== Extracted records

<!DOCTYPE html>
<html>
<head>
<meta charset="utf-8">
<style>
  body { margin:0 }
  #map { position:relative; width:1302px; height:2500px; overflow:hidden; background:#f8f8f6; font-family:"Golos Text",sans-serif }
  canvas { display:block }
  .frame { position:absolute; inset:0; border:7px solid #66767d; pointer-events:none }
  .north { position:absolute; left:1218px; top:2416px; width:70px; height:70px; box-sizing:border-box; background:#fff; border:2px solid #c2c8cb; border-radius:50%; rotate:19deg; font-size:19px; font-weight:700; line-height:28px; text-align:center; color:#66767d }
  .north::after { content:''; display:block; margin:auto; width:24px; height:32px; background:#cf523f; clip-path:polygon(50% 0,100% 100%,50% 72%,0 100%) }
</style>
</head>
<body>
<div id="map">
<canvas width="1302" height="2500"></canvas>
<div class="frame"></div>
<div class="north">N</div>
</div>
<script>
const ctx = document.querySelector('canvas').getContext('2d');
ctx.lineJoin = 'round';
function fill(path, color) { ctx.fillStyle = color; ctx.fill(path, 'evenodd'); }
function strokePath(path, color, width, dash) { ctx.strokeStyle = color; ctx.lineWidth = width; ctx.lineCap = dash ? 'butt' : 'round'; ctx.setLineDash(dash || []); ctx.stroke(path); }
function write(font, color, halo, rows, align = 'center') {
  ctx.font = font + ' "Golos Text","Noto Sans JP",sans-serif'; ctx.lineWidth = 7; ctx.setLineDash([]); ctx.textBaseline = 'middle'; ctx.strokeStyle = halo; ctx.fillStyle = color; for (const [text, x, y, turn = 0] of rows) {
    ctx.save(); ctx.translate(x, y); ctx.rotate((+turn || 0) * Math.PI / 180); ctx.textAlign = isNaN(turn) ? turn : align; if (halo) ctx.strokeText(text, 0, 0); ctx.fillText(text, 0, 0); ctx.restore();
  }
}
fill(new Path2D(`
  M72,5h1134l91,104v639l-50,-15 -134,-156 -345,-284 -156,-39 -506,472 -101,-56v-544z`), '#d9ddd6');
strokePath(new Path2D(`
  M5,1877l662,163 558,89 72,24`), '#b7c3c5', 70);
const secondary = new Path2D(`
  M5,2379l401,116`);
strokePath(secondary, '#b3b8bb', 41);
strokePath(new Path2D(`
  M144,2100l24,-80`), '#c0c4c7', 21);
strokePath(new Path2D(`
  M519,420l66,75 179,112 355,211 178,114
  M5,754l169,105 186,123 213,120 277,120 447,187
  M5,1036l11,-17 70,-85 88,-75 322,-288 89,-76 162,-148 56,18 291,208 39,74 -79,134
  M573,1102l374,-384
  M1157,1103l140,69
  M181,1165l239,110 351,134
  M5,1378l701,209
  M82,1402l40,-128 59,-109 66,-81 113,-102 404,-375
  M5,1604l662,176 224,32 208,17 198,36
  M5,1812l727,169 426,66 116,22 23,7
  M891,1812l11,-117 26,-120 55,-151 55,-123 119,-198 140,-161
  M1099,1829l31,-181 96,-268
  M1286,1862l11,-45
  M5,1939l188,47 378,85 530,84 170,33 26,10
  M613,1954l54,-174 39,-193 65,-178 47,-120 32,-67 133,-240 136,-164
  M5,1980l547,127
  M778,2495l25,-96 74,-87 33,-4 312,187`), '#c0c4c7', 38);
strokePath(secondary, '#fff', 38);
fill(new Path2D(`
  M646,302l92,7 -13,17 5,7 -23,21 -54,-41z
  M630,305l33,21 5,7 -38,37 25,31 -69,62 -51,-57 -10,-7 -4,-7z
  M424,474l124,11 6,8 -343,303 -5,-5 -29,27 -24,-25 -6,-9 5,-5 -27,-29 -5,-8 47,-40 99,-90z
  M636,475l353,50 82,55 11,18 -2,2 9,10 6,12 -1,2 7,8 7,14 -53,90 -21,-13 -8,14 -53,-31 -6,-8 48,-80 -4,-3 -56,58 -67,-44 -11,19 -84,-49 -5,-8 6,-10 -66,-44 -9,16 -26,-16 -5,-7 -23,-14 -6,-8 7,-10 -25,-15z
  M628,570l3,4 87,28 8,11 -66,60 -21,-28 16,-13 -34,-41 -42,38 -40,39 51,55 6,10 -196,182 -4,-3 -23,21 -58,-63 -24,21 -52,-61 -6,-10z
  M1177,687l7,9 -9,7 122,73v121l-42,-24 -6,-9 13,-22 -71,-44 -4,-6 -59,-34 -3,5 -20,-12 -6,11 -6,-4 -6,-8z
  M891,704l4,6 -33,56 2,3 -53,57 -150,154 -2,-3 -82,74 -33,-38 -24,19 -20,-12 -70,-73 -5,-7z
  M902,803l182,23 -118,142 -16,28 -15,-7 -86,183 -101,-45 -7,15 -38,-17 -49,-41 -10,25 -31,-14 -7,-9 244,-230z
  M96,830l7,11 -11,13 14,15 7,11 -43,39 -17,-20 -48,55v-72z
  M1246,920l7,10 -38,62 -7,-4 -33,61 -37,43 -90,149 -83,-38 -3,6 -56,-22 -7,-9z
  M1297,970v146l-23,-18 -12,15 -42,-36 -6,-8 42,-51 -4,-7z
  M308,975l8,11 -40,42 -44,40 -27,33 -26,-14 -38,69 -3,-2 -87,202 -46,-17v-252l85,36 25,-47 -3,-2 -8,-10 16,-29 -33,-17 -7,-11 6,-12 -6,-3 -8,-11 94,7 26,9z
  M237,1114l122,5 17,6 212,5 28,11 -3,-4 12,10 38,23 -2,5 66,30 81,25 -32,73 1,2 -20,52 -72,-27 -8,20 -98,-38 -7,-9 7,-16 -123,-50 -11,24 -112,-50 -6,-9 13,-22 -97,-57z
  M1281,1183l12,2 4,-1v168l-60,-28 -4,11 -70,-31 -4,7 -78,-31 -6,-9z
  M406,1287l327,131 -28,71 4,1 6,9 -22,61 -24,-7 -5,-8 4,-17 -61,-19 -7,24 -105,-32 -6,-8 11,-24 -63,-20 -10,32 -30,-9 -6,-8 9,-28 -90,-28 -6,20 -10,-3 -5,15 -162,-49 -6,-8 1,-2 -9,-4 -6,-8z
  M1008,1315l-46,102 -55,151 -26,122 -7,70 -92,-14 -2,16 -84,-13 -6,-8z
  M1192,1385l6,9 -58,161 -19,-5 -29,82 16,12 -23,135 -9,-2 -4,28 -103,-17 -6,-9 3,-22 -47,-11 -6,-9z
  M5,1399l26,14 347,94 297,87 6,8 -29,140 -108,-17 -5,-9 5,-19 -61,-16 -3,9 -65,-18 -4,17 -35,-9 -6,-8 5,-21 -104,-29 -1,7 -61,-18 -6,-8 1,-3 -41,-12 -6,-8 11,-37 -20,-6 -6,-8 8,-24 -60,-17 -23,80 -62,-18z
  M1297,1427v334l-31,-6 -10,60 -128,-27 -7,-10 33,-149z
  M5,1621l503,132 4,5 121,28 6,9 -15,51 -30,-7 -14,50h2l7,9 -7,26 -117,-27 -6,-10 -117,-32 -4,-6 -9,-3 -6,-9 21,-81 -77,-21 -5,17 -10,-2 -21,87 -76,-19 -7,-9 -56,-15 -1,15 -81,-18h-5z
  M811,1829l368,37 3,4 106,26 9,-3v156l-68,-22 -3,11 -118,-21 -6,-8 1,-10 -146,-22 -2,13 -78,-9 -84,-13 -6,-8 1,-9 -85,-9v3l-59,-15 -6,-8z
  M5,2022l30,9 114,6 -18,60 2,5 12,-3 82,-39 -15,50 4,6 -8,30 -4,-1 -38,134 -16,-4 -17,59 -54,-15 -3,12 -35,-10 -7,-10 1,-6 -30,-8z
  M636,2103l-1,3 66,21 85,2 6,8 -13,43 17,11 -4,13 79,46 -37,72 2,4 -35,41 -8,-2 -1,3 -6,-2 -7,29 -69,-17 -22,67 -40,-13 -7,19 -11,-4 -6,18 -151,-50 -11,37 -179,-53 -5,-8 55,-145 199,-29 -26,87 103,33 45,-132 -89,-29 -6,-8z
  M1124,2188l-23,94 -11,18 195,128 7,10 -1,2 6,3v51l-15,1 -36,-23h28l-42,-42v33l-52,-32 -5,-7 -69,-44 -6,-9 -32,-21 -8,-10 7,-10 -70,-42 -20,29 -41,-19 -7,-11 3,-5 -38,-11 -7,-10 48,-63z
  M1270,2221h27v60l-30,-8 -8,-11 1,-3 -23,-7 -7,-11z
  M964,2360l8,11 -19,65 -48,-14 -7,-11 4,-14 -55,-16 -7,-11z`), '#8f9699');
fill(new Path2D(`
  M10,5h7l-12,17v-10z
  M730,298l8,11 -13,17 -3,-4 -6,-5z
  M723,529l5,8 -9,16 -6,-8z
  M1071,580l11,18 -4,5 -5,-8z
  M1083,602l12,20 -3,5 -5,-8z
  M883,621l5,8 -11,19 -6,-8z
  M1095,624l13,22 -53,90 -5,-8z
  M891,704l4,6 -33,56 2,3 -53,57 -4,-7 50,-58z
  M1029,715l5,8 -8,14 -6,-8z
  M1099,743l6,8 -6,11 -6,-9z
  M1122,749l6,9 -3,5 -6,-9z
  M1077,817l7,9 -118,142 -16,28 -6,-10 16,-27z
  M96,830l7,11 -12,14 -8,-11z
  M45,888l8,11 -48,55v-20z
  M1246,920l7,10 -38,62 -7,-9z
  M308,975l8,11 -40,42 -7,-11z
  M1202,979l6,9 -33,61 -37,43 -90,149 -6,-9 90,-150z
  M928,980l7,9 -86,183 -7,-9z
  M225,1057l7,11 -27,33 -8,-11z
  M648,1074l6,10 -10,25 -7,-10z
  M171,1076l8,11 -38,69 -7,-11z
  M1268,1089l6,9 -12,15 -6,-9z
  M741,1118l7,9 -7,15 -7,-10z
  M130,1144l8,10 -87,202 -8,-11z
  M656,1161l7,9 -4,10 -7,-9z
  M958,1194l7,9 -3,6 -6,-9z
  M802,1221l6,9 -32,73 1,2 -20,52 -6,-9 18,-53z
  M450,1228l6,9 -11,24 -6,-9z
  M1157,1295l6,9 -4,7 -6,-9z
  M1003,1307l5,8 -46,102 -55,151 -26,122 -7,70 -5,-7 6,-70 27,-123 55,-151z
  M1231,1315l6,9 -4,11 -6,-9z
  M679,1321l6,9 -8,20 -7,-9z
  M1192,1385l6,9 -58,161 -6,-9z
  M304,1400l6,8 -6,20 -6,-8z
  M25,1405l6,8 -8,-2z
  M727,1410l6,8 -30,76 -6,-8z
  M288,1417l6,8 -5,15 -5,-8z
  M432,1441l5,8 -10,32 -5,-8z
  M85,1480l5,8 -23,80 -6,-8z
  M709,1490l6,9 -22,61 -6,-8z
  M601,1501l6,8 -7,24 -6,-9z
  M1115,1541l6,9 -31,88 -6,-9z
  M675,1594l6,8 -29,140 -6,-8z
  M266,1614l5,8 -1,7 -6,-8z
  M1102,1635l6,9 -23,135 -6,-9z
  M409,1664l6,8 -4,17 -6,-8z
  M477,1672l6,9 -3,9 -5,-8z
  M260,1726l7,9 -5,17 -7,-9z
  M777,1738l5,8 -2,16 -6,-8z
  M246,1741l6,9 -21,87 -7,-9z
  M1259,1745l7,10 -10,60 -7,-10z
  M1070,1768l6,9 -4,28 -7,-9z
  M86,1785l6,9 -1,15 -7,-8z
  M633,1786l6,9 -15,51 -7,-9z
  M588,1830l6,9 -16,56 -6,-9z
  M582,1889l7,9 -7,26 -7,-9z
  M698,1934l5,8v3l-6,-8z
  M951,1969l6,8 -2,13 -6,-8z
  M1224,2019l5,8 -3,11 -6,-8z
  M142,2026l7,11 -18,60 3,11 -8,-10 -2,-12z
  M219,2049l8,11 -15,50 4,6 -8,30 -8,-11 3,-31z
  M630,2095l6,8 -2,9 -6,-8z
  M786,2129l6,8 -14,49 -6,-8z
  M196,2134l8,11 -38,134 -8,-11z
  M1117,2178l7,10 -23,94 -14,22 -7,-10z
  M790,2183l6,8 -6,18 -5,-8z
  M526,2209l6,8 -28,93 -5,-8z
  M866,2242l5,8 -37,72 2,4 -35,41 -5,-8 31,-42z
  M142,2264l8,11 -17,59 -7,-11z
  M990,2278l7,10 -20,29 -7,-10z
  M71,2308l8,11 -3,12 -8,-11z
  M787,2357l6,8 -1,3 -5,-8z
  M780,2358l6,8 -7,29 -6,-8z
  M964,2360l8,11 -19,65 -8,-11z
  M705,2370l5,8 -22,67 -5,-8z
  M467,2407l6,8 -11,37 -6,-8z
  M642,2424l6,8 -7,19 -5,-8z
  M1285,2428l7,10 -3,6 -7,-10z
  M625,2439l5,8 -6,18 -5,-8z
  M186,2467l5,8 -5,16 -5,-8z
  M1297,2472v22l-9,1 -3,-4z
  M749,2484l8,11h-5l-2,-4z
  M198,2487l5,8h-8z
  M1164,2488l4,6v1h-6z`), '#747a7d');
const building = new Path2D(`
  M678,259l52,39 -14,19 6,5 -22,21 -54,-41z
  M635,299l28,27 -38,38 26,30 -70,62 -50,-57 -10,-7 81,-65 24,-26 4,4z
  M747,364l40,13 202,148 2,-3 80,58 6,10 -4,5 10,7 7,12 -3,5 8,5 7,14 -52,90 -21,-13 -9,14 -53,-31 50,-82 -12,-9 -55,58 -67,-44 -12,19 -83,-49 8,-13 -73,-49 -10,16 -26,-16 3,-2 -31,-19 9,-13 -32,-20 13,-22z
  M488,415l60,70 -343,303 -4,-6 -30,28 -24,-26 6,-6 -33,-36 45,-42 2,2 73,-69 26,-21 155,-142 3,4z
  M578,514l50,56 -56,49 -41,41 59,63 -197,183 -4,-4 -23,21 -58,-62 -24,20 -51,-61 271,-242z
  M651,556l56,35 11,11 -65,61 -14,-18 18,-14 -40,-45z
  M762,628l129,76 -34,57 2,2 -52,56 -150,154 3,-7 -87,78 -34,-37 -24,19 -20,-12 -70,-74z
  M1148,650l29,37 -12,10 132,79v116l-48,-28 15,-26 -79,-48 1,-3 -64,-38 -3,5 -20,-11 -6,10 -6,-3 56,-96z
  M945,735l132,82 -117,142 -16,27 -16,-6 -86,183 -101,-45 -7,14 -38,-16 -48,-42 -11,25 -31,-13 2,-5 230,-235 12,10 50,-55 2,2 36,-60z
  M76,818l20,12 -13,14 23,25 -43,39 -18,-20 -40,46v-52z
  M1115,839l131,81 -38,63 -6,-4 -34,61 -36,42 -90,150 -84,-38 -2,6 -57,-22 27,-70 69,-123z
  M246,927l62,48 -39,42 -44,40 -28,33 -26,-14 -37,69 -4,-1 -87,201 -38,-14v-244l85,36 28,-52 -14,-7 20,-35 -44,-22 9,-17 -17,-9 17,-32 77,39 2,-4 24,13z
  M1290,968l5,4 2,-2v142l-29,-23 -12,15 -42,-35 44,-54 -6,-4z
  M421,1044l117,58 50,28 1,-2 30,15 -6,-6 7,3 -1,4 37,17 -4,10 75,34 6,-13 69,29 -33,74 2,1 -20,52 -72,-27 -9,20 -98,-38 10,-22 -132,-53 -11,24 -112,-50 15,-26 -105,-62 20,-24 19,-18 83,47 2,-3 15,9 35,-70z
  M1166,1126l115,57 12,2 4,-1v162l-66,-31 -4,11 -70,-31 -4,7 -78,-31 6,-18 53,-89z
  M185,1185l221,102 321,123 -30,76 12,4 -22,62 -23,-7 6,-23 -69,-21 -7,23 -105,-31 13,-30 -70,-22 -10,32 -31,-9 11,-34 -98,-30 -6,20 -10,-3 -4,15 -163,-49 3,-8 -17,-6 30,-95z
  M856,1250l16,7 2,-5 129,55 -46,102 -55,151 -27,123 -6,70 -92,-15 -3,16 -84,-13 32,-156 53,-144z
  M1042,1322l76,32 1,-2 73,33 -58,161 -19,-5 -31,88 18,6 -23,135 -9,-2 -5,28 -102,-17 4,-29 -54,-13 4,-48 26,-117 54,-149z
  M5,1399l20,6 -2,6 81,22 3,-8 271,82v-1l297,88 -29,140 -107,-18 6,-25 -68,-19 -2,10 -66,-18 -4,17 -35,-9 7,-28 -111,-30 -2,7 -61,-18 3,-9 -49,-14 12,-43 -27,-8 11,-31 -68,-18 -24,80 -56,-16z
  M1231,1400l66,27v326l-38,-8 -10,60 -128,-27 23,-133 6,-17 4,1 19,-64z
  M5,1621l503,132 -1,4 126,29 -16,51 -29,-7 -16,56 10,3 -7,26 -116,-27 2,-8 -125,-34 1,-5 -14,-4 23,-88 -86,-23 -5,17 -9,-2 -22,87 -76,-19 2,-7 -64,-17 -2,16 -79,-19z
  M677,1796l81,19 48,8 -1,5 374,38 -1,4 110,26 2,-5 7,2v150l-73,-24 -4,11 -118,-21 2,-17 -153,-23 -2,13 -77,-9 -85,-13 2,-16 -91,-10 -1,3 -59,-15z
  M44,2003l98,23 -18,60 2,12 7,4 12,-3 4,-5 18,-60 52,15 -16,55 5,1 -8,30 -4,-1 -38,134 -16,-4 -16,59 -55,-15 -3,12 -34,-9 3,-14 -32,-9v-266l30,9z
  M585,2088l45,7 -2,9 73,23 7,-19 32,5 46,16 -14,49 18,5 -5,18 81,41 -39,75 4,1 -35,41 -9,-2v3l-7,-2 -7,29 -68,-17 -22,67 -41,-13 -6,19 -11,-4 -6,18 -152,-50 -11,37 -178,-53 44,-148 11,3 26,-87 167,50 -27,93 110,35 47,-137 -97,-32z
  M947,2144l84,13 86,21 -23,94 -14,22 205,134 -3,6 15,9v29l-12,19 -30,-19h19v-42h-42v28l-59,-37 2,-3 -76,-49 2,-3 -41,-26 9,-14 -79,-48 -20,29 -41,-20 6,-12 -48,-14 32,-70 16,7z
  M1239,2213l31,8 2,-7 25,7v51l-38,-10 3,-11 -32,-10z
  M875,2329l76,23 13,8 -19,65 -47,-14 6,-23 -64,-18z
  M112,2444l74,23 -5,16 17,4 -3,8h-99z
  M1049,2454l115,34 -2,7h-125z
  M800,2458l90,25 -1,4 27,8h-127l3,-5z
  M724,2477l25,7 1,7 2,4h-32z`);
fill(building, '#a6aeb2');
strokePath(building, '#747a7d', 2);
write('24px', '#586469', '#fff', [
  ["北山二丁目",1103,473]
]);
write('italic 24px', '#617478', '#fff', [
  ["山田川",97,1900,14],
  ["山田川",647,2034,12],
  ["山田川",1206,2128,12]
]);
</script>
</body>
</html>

====

◆ To do:
Beginning at the first line of the records, give again each line exactly as written, ending with the line that contains "function write(font, color, halo, rows, align".

◆ Solved problem:
<!DOCTYPE html>
<html>
<head>
<meta charset="utf-8">
<style>
  body { margin:0 }
  #map { position:relative; width:1302px; height:2500px; overflow:hidden; background:#f8f8f6; font-family:"Golos Text",sans-serif }
  canvas { display:block }
  .frame { position:absolute; inset:0; border:7px solid #66767d; pointer-events:none }
  .north { position:absolute; left:1218px; top:2416px; width:70px; height:70px; box-sizing:border-box; background:#fff; border:2px solid #c2c8cb; border-radius:50%; rotate:19deg; font-size:19px; font-weight:700; line-height:28px; text-align:center; color:#66767d }
  .north::after { content:''; display:block; margin:auto; width:24px; height:32px; background:#cf523f; clip-path:polygon(50% 0,100% 100%,50% 72%,0 100%) }
</style>
</head>
<body>
<div id="map">
<canvas width="1302" height="2500"></canvas>
<div class="frame"></div>
<div class="north">N</div>
</div>
<script>
const ctx = document.querySelector('canvas').getContext('2d');
ctx.lineJoin = 'round';
function fill(path, color) { ctx.fillStyle = color; ctx.fill(path, 'evenodd'); }
function strokePath(path, color, width, dash) { ctx.strokeStyle = color; ctx.lineWidth = width; ctx.lineCap = dash ? 'butt' : 'round'; ctx.setLineDash(dash || []); ctx.stroke(path); }
function write(font, color, halo, rows, align = 'center') {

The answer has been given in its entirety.